• _Material for this exercise_:
----------
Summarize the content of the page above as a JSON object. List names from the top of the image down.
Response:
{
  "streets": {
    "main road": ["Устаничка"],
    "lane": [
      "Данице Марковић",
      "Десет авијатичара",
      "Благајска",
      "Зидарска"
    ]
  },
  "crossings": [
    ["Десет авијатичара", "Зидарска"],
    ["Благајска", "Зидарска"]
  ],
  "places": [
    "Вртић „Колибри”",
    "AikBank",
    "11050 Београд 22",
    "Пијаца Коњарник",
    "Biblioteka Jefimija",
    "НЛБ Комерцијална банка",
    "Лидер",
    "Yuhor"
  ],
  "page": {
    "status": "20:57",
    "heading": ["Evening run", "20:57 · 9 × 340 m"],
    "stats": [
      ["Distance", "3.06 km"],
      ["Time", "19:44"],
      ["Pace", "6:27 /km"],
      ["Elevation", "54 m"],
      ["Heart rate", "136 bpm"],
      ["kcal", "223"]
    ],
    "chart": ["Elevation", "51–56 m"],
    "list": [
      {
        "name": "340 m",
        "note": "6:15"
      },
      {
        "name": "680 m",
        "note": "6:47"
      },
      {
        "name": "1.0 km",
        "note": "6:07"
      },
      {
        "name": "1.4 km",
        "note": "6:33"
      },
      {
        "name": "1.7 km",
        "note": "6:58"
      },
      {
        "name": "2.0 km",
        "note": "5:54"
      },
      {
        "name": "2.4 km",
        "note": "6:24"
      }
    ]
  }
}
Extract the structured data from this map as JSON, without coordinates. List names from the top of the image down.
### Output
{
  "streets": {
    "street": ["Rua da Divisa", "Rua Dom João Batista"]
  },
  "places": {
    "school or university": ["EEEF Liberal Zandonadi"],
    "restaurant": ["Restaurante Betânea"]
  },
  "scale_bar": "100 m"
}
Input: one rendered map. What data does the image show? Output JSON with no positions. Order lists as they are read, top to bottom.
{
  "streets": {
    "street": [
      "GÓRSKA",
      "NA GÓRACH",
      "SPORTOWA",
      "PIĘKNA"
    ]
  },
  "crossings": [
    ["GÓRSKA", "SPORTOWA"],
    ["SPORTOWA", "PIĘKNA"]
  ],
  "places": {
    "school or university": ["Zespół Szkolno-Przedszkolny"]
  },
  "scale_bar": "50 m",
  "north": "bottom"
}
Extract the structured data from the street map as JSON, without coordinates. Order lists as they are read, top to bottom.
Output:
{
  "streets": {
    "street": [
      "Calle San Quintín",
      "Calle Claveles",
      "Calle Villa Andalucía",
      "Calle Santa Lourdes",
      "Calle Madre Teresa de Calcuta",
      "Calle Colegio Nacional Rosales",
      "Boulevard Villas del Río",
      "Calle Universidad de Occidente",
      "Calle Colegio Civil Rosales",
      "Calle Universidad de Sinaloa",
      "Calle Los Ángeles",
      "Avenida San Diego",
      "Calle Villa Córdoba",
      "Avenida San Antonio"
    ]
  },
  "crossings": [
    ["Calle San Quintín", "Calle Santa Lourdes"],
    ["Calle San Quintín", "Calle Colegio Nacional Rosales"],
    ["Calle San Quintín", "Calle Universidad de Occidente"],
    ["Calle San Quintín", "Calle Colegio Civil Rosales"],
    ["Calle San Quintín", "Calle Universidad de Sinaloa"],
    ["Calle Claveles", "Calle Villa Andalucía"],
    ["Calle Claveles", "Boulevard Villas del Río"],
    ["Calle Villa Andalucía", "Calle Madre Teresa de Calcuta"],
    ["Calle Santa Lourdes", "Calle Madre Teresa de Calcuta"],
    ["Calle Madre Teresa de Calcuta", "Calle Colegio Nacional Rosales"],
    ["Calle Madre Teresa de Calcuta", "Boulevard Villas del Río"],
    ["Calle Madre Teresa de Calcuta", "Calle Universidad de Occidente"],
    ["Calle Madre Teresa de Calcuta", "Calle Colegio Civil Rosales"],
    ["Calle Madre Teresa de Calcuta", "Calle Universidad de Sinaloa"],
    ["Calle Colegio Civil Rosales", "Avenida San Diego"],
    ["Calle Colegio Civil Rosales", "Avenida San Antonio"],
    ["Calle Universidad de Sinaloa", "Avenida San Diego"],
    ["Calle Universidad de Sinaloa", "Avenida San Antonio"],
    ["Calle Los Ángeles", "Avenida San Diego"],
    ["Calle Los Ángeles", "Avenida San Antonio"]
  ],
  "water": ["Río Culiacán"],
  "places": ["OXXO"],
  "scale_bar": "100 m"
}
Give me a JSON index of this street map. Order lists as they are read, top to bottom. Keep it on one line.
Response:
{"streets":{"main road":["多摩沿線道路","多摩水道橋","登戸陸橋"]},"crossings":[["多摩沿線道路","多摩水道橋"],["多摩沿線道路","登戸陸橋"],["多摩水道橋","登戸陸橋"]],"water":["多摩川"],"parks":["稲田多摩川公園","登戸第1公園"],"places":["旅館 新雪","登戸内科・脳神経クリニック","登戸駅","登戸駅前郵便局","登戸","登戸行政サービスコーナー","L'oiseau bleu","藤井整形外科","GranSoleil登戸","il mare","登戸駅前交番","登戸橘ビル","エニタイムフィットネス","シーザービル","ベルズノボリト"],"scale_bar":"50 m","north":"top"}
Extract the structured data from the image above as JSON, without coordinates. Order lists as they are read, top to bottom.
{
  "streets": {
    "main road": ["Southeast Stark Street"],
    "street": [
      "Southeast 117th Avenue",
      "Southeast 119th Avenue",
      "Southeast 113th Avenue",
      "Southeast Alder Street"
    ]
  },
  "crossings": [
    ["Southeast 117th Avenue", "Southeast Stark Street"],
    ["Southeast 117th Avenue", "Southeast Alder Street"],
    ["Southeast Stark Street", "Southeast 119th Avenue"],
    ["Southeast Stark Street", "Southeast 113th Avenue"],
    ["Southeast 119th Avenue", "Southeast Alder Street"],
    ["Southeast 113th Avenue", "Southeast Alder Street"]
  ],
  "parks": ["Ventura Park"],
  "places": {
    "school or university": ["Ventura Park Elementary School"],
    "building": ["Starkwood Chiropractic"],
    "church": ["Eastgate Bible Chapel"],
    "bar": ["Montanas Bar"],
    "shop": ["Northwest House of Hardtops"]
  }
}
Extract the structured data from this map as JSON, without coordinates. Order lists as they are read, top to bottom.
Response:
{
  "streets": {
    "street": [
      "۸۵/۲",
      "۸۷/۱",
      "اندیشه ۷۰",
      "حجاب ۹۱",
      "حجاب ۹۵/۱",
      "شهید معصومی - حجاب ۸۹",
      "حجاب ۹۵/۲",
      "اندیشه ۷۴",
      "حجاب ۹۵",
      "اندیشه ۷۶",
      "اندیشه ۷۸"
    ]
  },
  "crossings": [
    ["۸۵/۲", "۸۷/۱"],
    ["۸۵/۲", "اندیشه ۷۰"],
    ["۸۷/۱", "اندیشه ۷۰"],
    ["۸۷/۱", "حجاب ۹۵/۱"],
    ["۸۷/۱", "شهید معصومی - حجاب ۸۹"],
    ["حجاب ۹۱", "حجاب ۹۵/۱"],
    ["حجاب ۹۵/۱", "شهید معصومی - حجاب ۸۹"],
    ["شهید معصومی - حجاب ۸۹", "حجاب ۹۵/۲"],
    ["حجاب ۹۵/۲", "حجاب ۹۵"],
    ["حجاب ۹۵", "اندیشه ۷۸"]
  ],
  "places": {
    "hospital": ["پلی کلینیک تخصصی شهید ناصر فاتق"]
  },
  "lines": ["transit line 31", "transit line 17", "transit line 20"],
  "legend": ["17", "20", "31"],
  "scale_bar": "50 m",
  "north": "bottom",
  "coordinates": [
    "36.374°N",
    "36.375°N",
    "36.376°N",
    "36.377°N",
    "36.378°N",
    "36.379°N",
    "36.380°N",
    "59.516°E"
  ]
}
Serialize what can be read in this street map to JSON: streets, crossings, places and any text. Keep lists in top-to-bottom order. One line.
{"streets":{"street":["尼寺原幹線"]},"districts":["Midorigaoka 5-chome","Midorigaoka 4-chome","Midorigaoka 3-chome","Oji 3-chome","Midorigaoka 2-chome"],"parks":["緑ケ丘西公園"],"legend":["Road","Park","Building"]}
----------
• _Activity_:
Display each line of the data where "Southeast" occurs.

• _Result for this exercise_:
    "main road": ["Southeast Stark Street"],
      "Southeast 117th Avenue",
      "Southeast 119th Avenue",
      "Southeast 113th Avenue",
      "Southeast Alder Street"
    ["Southeast 117th Avenue", "Southeast Stark Street"],
    ["Southeast 117th Avenue", "Southeast Alder Street"],
    ["Southeast Stark Street", "Southeast 119th Avenue"],
    ["Southeast Stark Street", "Southeast 113th Avenue"],
    ["Southeast 119th Avenue", "Southeast Alder Street"],
    ["Southeast 113th Avenue", "Southeast Alder Street"]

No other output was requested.